I am writing a Flink transformer and I have a custom object Histogram
with the following attributes:
case class Histogram(
nRows: Int,
nCols: Int,
min: Int,
step: Double,
private val countMatrix: Array[ArrayBuffer[Double]],
private val cutMatrixL1: Array[ArrayBuffer[Double]],
val distribMatrixL1: Array[ArrayBuffer[Map[Int, Double]]],
private val distribMatrixL2: Array[ArrayBuffer[Map[Int, Double]]],
private val cutMatrixL2: ArrayBuffer[ArrayBuffer[Double]])
extends Serializable {
???
}
This is my FitOperation
:
implicit val fitOp = new FitOperation[PIDiscretizerTransformer, LabeledVector] {
override def fit(
instance: PIDiscretizerTransformer,
fitParameters: ParameterMap,
input: DataSet[LabeledVector]): Unit = {
// get params...
val metric = input.map { x ⇒
// (instance, histrogram totalCount)
(x, Histogram(nAttrs, l1InitialBins, min, instance.step), 1)
}.reduce { (m1, m2) ⇒
// Update Layer 1
val updatedL1 = updateL1(m1._1, m1._2, instance.step, initialElems, alpha, m1._3)
// Update Layer 2 if neccesary
val updatedL2 = if (m1._3 % l2updateExamples == 0) {
updateL2(m1._1, updatedL1)
} else updatedL1
(m2._1, updatedL2, m1._3 + 1)
}.map(_._2)
// instance.metricsOption = Some(metric)
}
}
This works well, but if I uncomment the last line: instance.metricsOption = Some(metric)
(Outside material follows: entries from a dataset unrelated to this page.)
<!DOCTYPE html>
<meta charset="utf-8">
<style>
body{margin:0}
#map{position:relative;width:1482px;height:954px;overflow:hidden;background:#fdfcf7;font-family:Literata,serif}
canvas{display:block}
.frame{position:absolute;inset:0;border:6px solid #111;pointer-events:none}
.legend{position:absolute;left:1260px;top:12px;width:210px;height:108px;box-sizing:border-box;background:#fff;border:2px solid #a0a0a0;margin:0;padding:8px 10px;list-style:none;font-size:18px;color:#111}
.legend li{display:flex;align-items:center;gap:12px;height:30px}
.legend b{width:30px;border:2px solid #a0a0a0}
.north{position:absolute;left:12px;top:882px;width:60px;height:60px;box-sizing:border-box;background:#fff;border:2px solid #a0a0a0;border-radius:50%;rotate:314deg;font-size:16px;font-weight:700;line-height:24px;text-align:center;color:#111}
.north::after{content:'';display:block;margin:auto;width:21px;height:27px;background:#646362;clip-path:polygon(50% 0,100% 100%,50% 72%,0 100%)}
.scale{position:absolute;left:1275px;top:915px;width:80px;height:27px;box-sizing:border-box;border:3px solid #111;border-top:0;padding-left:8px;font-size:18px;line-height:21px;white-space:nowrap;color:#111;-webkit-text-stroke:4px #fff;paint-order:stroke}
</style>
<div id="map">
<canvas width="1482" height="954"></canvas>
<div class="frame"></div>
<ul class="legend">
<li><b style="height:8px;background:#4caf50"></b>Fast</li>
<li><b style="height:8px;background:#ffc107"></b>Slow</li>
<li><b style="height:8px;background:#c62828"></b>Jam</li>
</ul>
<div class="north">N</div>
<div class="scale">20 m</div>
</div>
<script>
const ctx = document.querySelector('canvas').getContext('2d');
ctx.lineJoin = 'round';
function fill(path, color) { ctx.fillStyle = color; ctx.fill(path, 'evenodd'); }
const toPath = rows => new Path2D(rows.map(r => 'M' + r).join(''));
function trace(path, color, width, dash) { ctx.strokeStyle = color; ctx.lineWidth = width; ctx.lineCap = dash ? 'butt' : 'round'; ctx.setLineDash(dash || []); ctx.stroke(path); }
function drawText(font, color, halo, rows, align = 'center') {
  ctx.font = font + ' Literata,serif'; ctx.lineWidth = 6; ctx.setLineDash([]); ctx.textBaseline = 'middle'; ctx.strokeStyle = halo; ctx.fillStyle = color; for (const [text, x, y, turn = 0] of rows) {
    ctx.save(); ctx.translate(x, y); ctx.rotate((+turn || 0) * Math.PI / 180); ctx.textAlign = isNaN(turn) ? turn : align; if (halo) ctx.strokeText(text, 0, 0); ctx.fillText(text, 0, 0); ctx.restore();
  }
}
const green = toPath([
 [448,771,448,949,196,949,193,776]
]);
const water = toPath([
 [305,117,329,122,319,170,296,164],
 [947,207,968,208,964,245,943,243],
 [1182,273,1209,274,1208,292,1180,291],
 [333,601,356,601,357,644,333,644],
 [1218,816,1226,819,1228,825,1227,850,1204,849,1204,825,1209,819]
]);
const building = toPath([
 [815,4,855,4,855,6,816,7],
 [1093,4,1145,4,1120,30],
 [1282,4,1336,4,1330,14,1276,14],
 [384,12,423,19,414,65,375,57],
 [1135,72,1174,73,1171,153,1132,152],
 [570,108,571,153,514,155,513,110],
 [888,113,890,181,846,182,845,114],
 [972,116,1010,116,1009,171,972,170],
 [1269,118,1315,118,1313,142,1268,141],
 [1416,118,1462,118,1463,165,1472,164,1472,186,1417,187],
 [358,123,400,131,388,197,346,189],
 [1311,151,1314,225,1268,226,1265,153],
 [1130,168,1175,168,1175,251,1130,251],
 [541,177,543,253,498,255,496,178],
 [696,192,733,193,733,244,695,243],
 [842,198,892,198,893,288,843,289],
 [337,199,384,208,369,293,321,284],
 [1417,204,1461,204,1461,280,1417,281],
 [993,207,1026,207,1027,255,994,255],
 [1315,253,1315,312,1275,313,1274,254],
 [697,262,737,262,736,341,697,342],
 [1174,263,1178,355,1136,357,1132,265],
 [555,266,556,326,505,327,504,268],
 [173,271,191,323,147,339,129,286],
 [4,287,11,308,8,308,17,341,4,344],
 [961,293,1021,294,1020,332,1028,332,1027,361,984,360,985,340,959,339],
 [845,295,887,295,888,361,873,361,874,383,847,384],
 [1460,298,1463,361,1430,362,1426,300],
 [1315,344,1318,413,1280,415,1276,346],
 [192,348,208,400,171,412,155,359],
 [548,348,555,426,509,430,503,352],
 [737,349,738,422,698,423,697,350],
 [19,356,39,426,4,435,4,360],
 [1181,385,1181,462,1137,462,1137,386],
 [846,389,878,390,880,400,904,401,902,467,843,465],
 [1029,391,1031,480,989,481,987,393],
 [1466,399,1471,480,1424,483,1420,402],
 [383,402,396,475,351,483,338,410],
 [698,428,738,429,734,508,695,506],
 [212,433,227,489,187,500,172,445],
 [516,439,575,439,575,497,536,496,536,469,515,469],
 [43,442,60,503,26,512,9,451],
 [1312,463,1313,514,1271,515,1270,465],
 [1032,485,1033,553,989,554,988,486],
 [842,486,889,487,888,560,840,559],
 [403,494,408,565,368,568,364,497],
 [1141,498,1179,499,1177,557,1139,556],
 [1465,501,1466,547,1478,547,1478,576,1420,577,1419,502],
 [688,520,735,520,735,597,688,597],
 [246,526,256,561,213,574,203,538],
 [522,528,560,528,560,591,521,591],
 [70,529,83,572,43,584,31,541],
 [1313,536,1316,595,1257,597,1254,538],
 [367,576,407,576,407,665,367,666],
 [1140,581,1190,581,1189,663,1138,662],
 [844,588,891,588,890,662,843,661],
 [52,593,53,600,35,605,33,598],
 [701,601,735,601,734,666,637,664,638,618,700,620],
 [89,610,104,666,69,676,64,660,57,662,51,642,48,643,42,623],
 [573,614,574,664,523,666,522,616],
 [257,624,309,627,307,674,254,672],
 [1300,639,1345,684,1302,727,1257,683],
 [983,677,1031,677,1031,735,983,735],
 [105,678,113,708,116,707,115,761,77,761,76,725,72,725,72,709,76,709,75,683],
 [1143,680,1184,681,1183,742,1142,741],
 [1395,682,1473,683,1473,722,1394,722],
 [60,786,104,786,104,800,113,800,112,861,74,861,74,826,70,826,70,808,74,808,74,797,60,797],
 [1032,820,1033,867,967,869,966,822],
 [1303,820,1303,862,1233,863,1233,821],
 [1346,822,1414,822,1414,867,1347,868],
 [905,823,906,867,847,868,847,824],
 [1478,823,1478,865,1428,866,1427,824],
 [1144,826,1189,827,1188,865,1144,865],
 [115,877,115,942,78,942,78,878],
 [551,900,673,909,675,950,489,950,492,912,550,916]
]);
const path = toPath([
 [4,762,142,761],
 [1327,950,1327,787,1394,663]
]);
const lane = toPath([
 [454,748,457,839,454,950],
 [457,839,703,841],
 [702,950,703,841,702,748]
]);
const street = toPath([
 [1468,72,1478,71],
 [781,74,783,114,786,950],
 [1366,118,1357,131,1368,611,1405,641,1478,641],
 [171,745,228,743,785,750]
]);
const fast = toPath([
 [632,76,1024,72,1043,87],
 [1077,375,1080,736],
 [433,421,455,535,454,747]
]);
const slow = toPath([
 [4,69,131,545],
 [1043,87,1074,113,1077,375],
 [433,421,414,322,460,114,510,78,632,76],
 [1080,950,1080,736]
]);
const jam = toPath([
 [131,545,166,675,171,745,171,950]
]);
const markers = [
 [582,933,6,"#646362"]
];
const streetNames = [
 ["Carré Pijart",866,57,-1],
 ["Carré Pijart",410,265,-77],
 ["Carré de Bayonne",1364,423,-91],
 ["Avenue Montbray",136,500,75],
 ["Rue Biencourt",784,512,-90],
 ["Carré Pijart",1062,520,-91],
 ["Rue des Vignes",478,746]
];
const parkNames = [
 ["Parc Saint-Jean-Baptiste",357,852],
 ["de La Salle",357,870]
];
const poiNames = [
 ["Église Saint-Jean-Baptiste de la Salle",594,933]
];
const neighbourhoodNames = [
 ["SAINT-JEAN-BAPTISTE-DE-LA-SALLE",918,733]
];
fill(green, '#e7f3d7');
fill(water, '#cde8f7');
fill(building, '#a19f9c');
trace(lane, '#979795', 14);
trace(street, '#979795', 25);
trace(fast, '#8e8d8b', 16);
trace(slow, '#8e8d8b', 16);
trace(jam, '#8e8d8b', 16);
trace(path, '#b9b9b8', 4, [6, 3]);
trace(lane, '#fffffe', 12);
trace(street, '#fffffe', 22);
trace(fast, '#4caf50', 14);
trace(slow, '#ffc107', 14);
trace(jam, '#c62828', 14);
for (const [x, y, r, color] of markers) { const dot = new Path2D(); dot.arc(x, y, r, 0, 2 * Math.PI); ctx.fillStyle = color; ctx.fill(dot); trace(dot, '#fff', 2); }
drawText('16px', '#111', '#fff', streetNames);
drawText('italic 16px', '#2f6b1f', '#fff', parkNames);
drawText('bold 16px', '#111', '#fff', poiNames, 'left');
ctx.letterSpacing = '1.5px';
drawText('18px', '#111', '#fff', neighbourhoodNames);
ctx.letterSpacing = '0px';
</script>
I get a java.io.NotSerializableException: org.apache.flink.api.scala.DataSet
How could I find which object in my class Histogram
is causing the problem? As far as I know ArrayBuffer
is serializable, so is Map. Although I've found this SO question:
Map can not be serializable in scala?
which says .mapValues
is not serializable, but I am not using .mapValues
anywhere.
The problem is that you are referring to instance.step
inside your MapFunction
. instance
is of type PIDiscretizerTransformer
which cannot be serialized. Thus, you need to compute step outside of the MapFunction
and pass the value into the function. Then your program should be serializable.